I saw an interesting sports story today. According to Sportsnet, the LPGA “will require golfers to speak English starting in 2009, with players who have been members for two years facing suspension if they can’t pass an oral evaluation of English skills. The rule is effective immediately for new players.”
This is interesting from an HR perspective. It raises the question of “bona fide” occupational requirements; i.e. what can an employer reasonably require of a worker to perform their job.
Speaking English definitely isn’t required to succeed on the golf course (that would be driving accuracy, hitting greens in regulation, and number of putts), but it is definitely important when interacting with sponsors, the media, and of course, the fans. And ultimately, it’s all about selling the sport and generating lucrative sponsorship and media revenues.

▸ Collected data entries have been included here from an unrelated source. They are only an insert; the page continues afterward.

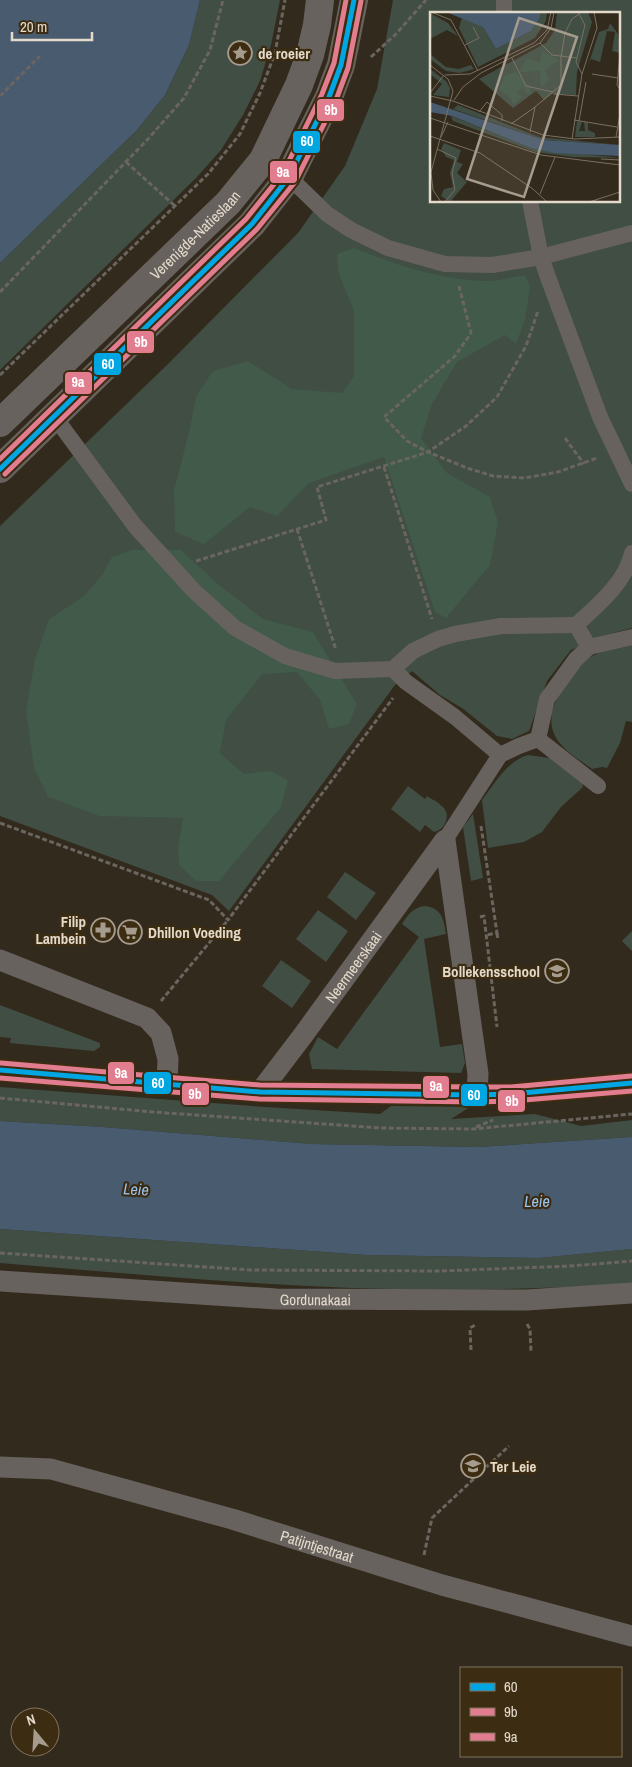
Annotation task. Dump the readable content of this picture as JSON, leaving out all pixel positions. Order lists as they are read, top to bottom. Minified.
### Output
{"streets":{"street":["Verenigde-Natieslaan","Neermeerskaai","Gordunakaai","Patijntjestraat"]},"water":["Leie"],"places":{"place":["de roeier"],"pharmacy":["Filip Lambein"],"supermarket":["Dhillon Voeding"],"school or university":["Bollekensschool","Ter Leie"]},"lines":["transit line 60","transit line 9a","transit line 9b"],"legend":["60","9b","9a"],"scale_bar":"20 m","north":"top"}
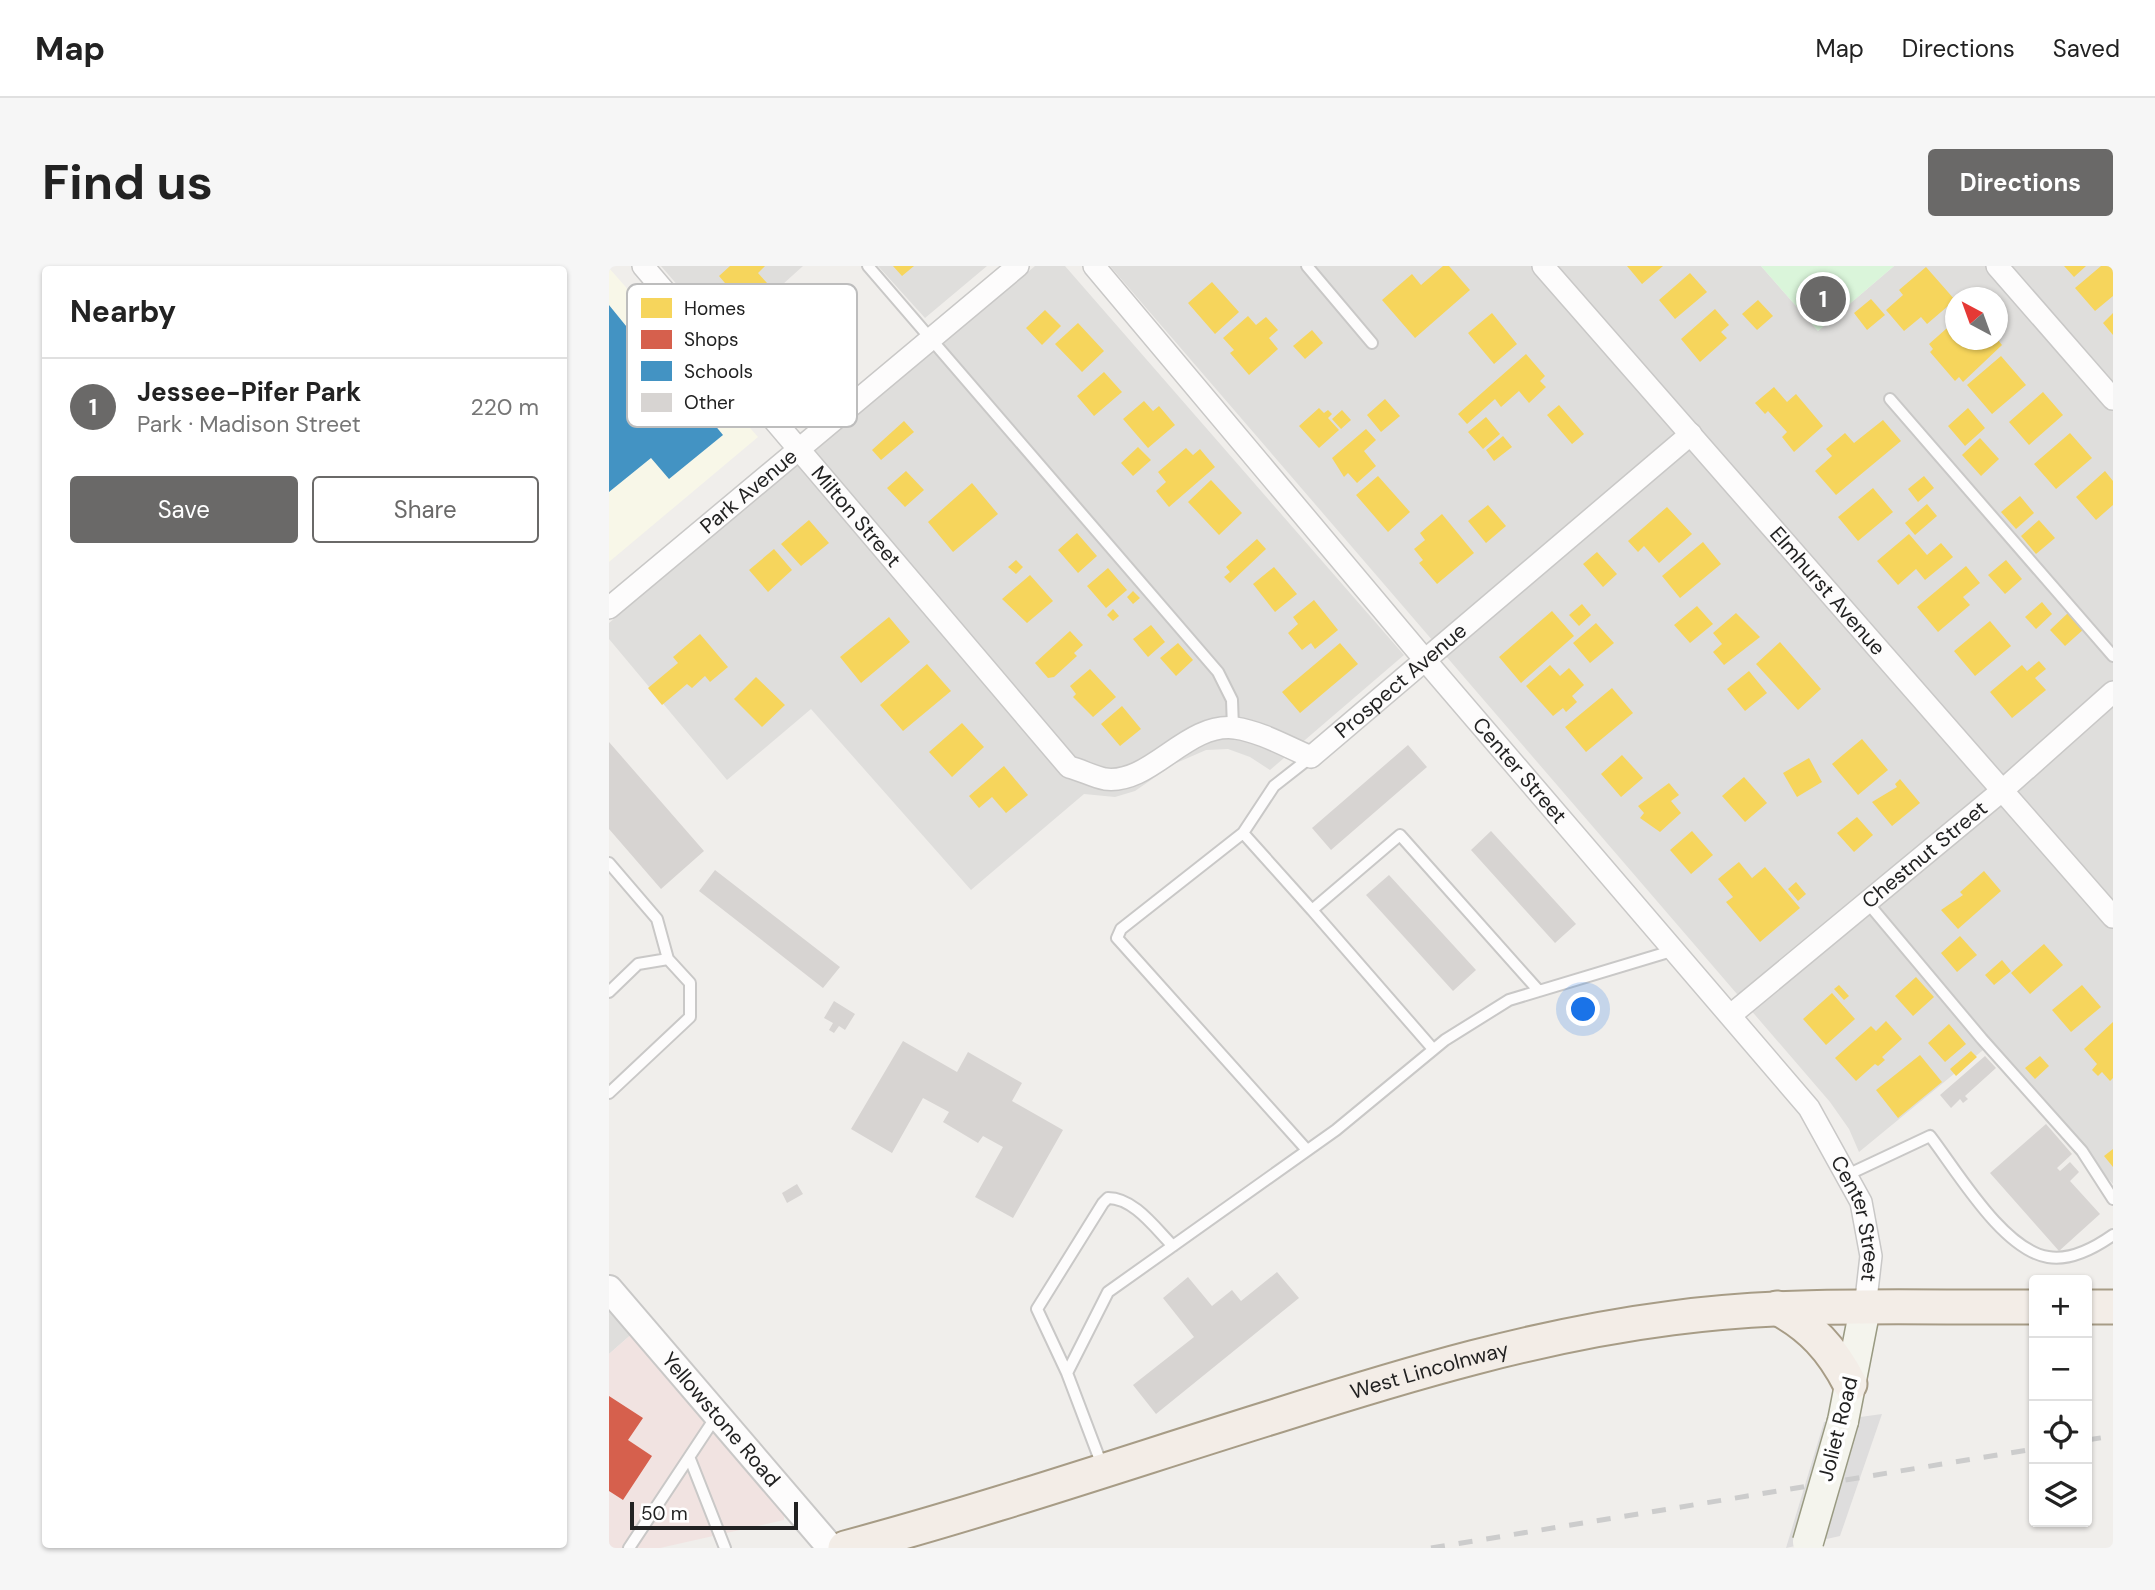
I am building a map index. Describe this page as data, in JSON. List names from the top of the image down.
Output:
{
  "streets": {
    "main road": ["West Lincolnway", "Joliet Road"],
    "street": [
      "Park Avenue",
      "Milton Street",
      "Elmhurst Avenue",
      "Prospect Avenue",
      "Center Street",
      "Chestnut Street",
      "Yellowstone Road"
    ]
  },
  "crossings": [
    ["Park Avenue", "Milton Street"],
    ["Elmhurst Avenue", "Prospect Avenue"],
    ["Elmhurst Avenue", "Chestnut Street"],
    ["Prospect Avenue", "Center Street"],
    ["Center Street", "Chestnut Street"],
    ["Center Street", "West Lincolnway"],
    ["Center Street", "Joliet Road"],
    ["West Lincolnway", "Joliet Road"]
  ],
  "legend": [
    "Homes",
    "Shops",
    "Schools",
    "Other"
  ],
  "scale_bar": "50 m",
  "north": "top left",
  "page": {
    "header": "Map",
    "nav": ["Map", "Directions", "Saved"],
    "buttons": [
      "Directions",
      ["Save", "Share"]
    ],
    "title": "Find us",
    "heading": "Nearby",
    "pins": "1",
    "list": [
      {
        "mark": "1",
        "name": "Jessee-Pifer Park",
        "note": "Park · Madison Street",
        "value": "220 m"
      }
    ],
    "map_buttons": ["+", "−"],
    "scale": "50 m"
  }
}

But is requiring English to be spoken or else suspending them really going to boost the business? Would you suspend Tiger Woods if he couldn’t speak English? Would you suspend the #1 woman golfer if she couldn’t speak English? Is that what will attract and retain the best of women golfers world-wide? Is this really the message that the LPGA wants to convey?
So what’s reasonable for you for to require from your workforce? Remember that any rule must be critical to the function of job. And most importantly, consider the impact the rules might have on the attraction and retention of your employees. What reputation do you want to have as an employer? What impact will this have on the employer branding of the LPGA?